Lev membaca kisah itu dengan hati yang berdebar kencang. Ia merasa ngeri, tetapi juga penasaran. Ia merasa bahwa kisah itu memiliki kaitan dengan dirinya. Ia menyadari bahwa pria berjubah itu mungkin adalah utusan dari Sombra, yang mencoba memanipulasinya.
Ia kemudian menemukan sebuah catatan kuno tentang kekuatan es. Catatan itu menjelaskan bahwa kekuatan es bukanlah elemen yang alami. Ia adalah elemen yang diciptakan, hasil dari kegelapan dan keputusasaan. Kekuatan itu bisa menghancurkan, tetapi tidak bisa menciptakan.
Lev menutup buku itu. Ia menyadari bahwa ia telah salah. Kekuatan es bukanlah kekuatan yang ia butuhkan. Kekuatan yang ia butuhkan sudah ada di dalam dirinya. Ia hanya perlu menerimanya.
Keesokan harinya, Lev kembali ke lapangan latihan. Ia tidak lagi mencari buku-buku tentang elemen es, melainkan ia mencari Kael. Ia ingin belajar lebih banyak tentang elemen buminya.

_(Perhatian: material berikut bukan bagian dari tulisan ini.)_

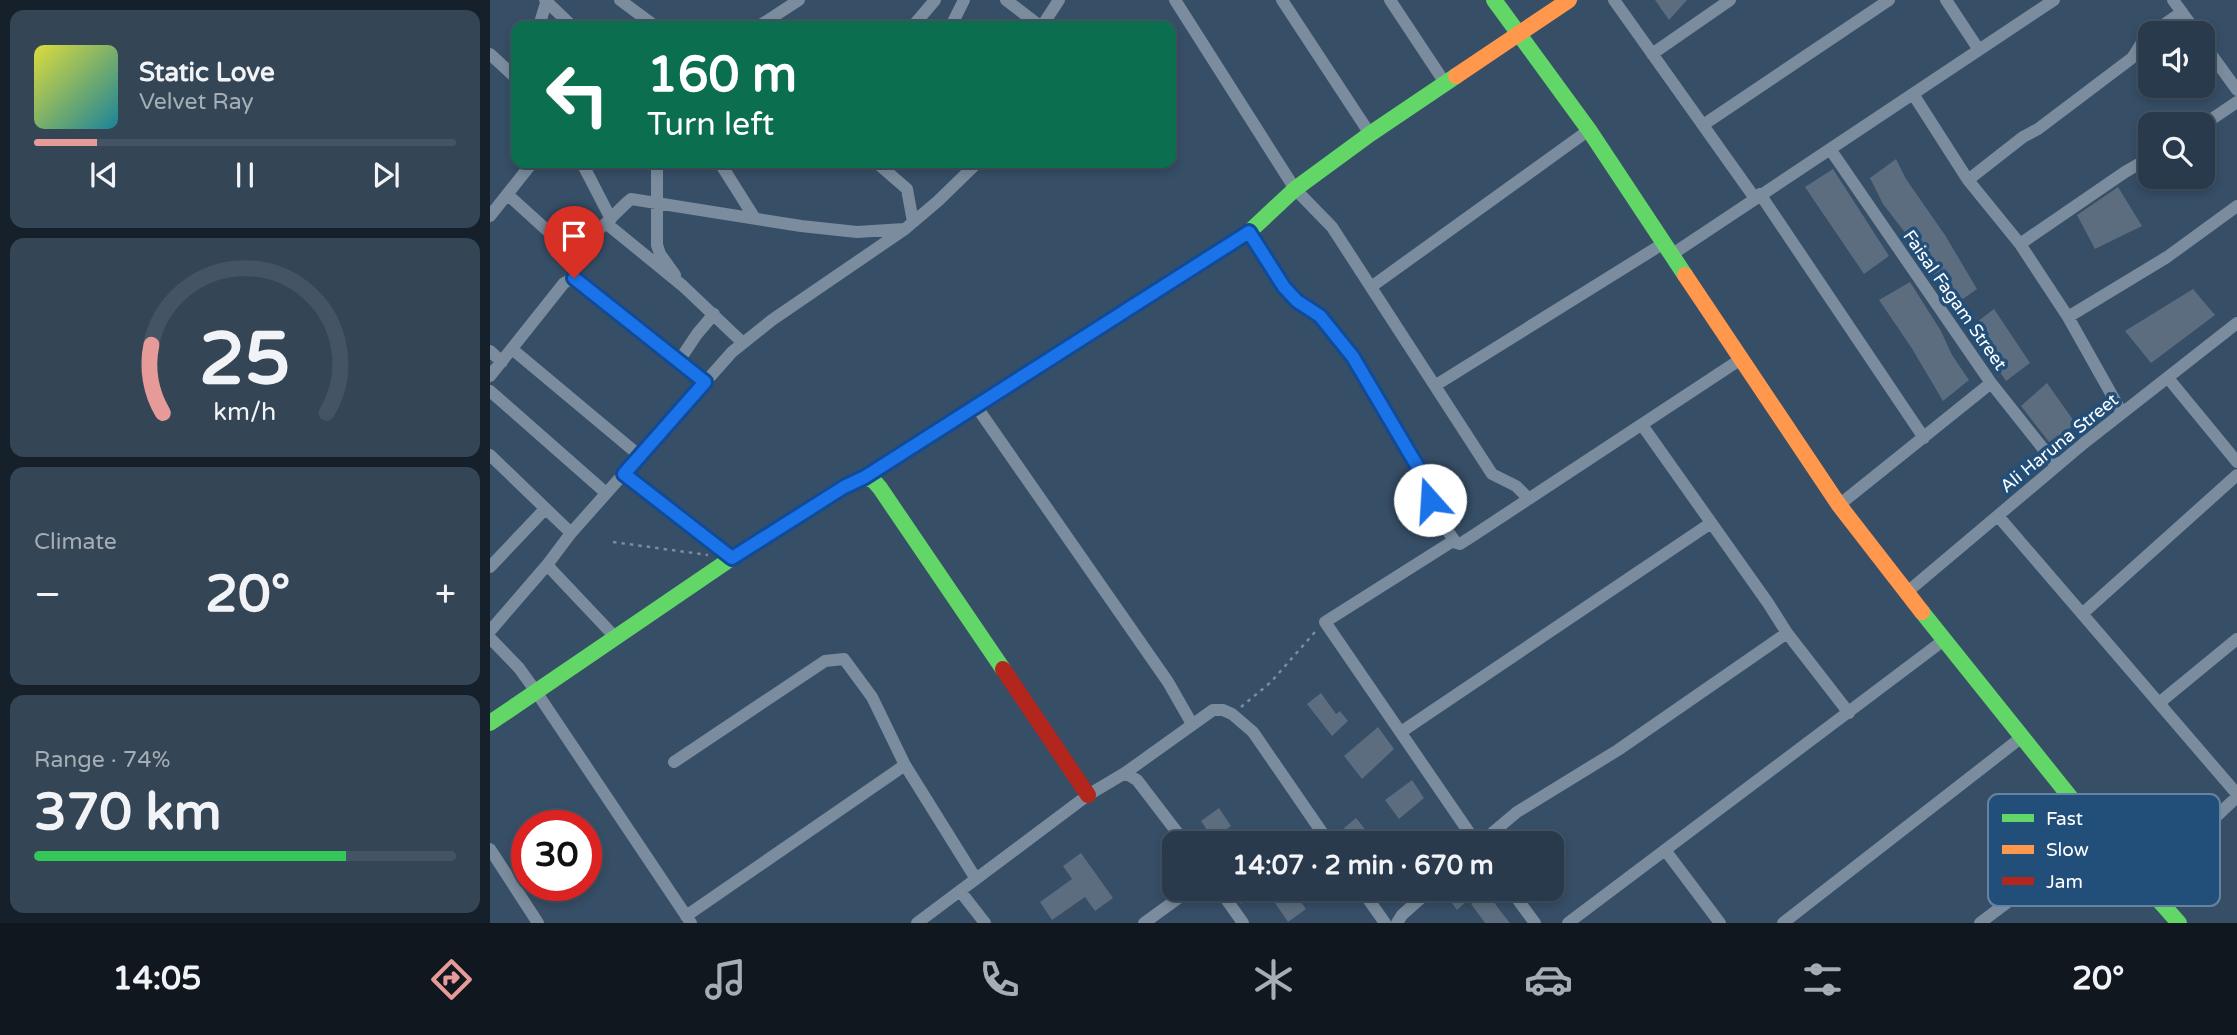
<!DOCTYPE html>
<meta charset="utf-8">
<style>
:root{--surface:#283a4c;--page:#344556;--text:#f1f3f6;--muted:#a5adb5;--line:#445464;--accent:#e69b98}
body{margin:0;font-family:"Varela Round",sans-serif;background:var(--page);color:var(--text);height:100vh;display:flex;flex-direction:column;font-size:26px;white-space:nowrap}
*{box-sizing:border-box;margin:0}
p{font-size:23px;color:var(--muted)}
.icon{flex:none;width:38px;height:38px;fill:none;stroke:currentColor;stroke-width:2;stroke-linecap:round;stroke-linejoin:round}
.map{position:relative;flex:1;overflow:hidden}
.sheet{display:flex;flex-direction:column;gap:10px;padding:10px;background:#16202a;width:490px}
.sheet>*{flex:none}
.guide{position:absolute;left:21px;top:21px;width:665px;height:147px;border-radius:14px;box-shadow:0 4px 10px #0003,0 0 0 2px var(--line);background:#0b6e4f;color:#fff;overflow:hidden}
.fabs{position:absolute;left:1648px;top:21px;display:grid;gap:14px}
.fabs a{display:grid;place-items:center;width:77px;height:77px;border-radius:14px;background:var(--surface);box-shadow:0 4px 10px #0003,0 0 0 2px var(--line);font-size:35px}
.speed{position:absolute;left:21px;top:810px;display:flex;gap:14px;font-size:35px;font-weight:700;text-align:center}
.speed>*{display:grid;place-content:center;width:91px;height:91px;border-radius:50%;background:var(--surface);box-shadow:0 4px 10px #0003,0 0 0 2px var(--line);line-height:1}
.speed .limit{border:10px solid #d22;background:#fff;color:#111}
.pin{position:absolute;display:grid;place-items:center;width:60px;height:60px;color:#fff;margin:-72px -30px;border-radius:50% 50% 50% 0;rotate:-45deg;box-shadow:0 0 7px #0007}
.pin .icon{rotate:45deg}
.me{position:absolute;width:77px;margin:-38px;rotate:341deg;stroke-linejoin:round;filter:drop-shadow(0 0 5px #0008)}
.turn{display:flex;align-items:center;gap:24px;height:147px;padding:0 21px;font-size:32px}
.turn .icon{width:91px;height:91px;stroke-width:2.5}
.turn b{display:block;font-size:49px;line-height:60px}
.big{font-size:52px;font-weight:800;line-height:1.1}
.sheet .widget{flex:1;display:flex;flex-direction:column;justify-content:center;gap:10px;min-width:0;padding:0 24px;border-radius:14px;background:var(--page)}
.sheet .dial{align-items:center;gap:0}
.dial svg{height:182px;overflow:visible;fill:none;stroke:var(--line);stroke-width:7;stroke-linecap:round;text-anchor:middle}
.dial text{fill:var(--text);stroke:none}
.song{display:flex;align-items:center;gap:21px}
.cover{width:84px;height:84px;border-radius:10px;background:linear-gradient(135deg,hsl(60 70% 55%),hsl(190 70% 35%))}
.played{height:7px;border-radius:4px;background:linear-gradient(90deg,var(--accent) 15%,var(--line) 15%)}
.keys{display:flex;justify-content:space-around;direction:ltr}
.heat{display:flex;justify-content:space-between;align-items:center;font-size:38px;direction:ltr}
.charge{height:10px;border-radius:5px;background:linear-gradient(90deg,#34c759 74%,var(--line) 0)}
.trip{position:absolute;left:672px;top:831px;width:402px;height:70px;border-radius:14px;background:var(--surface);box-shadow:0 4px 10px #0003,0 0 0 2px var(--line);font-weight:800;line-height:70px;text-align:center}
.dock{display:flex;height:112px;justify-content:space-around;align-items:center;background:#10171e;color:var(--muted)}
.dock .icon{width:49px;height:49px}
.dock .on{color:var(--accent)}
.dock b{font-size:32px;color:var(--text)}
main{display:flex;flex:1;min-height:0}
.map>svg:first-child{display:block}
.building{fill:#5b6d7f}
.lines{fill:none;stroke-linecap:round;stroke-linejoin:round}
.path{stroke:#7a8c9d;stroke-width:2.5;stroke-dasharray:3.5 5;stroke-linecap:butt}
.street{stroke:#7a8c9d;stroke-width:12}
.fast{stroke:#63d668;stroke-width:16}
.slow{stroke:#ff974d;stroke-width:16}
.jam{stroke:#b3261e;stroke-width:16}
.route-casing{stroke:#114b97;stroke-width:18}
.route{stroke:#1a73e8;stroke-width:12}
.labels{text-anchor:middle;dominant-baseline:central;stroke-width:7;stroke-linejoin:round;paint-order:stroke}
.street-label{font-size:18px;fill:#fff;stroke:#224f7a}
.key{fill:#224f7a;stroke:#6484a2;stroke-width:2}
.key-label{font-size:19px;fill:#fff}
</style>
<main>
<section class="sheet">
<div class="widget">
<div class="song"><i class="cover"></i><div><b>Static Love</b><p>Velvet Ray</p></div></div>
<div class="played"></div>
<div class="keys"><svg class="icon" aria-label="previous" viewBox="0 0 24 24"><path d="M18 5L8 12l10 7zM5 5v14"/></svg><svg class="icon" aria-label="pause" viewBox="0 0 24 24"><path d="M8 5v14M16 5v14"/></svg><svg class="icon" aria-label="next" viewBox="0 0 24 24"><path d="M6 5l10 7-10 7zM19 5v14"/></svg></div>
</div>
<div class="widget dial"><svg viewBox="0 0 100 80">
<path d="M14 69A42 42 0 1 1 86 69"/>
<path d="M14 69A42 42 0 0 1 9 39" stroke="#e69b98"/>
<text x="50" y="56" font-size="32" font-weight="700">25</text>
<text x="50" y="72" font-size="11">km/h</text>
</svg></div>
<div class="widget"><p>Climate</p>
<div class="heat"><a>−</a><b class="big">20°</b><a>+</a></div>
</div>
<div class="widget"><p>Range · 74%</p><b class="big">370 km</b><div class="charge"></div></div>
</section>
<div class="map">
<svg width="1747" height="923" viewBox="0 0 1747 923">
<rect width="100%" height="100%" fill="#364e66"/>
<path class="building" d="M1165 0H1197L1179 20Z
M1406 159 1416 179 1455 235 1487 289 1463 306 1430 252 1393 204 1380 178Z
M1343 169 1399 256 1374 274 1315 187Z
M1628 187 1652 226 1605 249 1587 215Z
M1420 282 1451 331 1462 355 1479 380 1453 401 1421 347 1389 300Z
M1703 289 1725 315 1661 363 1635 331Z
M1504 309 1540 363 1516 381 1479 328Z
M1557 383 1586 424 1559 442 1531 406Z
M831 693 846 714 850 711 858 721 842 736 817 704Z
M888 727 904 749 872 779 854 756Z
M922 780 934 798 909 819 895 800Z
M729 808 741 826 723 839 711 821Z
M866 818 887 844H856L847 834Z
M591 853 623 898 605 911 595 897 562 920 550 902 582 879 573 866Z
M741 889H772L751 904Z
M952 889H978L982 896 967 910Z
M997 890 1008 908 1020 923H995L981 904Z
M803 891 816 909 798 922 785 903Z"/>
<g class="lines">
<path class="path" d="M123 542 218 555
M751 707 781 682 825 632"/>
<path class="street" d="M55 0 82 26
M130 0 165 26
M516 0 550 26
M685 0 805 189 842 227 1002 474 1026 486 1039 499
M792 0 880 134
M900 0 955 83
M1124 0 1264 197
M1456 0 1489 50
M1683 0 1707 33
M49 26 56 3
M269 26 309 0
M423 26 445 0
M461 26 474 0
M552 26 569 0
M1662 33 1692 12
M1713 43 1747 90
M0 54 26 78
M1162 54 1240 0
M1423 94 1478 180 1530 244 1578 317 1632 413
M1213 125 1399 0
M1713 125 1747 102
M1340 149 1501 383 1567 466
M92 163 121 219
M167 163V245L170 254 185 275
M230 163 264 217
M387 163 417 189 423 222
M1478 180 1533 137 1548 129 1642 58C1649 49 1651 40 1661 34
M1270 194 1434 438
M18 195 71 243C100 249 121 215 141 199L311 226 367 232 414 229
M0 216 42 163
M117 224 193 286 253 343
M759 232 794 287 807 301 830 316 863 357 936 481 944 511 966 543 970 544 984 535 1251 359
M1530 244 1635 172 1661 157
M1181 255 1564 0
M881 287 1099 130
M1578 317 1677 257 1747 206
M22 349 150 456
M0 351 12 362
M189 361 207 334 224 314
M0 376 74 283 84 278 215 382
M1678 378 1747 462
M946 385 1174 243
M0 391 116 493
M486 406 678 682 702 724
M0 455 81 533
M134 474 242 558
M1349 505 1501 383
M1508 516 1747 794
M963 541 835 622 987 844
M57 565 126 638
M0 567 55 509
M1416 593 1594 443 1747 323
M1592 614 1747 475
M0 631 57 565 81 533 242 352 282 320 415 229 448 201 487 163
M1297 633 1359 713
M0 638 29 668 47 693 201 923
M1669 703 1747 639
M911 732 1221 523
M184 762 335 661 354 659 382 697 415 765
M635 773 647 780 696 844
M989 844 1027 812 1128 750 1297 633 1278 603 1152 425
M0 849 48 923
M1175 850 1230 923
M1654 884 1747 797
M729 889 753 923
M871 889 895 923
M1020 889 1045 923
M470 891 495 923
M196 916 415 765 486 879
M427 923 598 795 635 773 723 710H733L742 714 763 732 840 844
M654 923 701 889
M907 923 912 915 941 889
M1078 923 1454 640
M1293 923 1532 737
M1490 923 1609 833"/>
<path class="fast" d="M1004 0 1099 130 1195 275
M637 310 759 232 805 189 880 134 966 76
M1432 612 1609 833 1689 923
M0 723 242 558 353 487 375 477 384 481 390 488 513 669"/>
<path class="slow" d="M966 76 1079 0
M1195 275 1349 505 1432 612
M375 477 637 310"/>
<path class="jam" d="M513 669 598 795"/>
</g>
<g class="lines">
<g class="route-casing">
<path id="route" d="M84 278 215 382 134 474 242 558 354 487 375 477 759 232 794 287 807 301 830 316 863 357 936 481 940 500"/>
</g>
<use href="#route" class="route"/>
</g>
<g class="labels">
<g class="street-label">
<text transform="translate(1465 300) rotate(55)">Faisal Fagam Street</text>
<text transform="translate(1569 443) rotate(-39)">Ali Haruna Street</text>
</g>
</g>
<rect x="1498" y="794" width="232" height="112" rx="10" class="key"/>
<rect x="1512" y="814" width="32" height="8" fill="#63d668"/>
<rect x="1512" y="845" width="32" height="9" fill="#ff974d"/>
<rect x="1512" y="877" width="32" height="8" fill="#b3261e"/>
<g class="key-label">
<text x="1556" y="825">Fast</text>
<text x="1556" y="856">Slow</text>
<text x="1556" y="888">Jam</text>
</g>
</svg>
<div class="fabs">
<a><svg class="icon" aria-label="sound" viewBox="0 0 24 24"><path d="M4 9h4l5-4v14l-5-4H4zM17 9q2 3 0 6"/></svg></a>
<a><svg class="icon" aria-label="search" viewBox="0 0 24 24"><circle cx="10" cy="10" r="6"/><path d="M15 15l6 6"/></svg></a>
</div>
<div class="speed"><div class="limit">30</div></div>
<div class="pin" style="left:84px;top:278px;background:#d93025"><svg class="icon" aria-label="arrive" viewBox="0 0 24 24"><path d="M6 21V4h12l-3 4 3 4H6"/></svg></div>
<svg class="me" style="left:940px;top:500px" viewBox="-20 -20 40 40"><circle r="19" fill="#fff"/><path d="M0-13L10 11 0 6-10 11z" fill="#1a73e8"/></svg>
<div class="trip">14:07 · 2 min · 670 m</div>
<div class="guide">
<div class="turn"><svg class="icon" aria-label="left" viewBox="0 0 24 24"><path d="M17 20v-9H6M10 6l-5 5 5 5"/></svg><div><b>160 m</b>Turn left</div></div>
</div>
</div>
</main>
<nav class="dock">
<b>14:05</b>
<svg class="icon on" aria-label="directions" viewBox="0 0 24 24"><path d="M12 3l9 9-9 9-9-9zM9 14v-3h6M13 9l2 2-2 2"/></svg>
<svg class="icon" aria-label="music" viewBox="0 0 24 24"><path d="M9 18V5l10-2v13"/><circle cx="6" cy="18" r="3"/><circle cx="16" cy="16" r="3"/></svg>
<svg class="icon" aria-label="phone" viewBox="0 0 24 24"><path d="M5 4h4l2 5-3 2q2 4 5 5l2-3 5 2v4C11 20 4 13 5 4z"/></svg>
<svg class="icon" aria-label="climate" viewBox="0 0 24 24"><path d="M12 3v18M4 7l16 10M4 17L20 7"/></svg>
<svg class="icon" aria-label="car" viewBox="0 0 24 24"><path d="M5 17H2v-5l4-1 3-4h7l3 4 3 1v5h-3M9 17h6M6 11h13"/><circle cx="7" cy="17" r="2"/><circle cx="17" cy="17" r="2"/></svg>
<svg class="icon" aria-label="filters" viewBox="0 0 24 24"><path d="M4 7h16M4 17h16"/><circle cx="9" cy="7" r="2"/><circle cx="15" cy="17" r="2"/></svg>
<b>20°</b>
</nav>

Ia ingin menjadi fondasi yang kokoh, bukan hanya untuk dirinya sendiri, tetapi juga untuk teman-temannya.
Bab ini diakhiri dengan Lev menemukan ketenangan di tengah pertanyaan-pertanyaan yang masih menghantuinya. Ia tahu bahwa ia harus menghadapi pria berjubah itu lagi, tetapi ia tidak lagi takut. Ia tahu bahwa ia tidak sendirian. Ia memiliki Vania dan Anatasya, dan ia memiliki kekuatannya sendiri.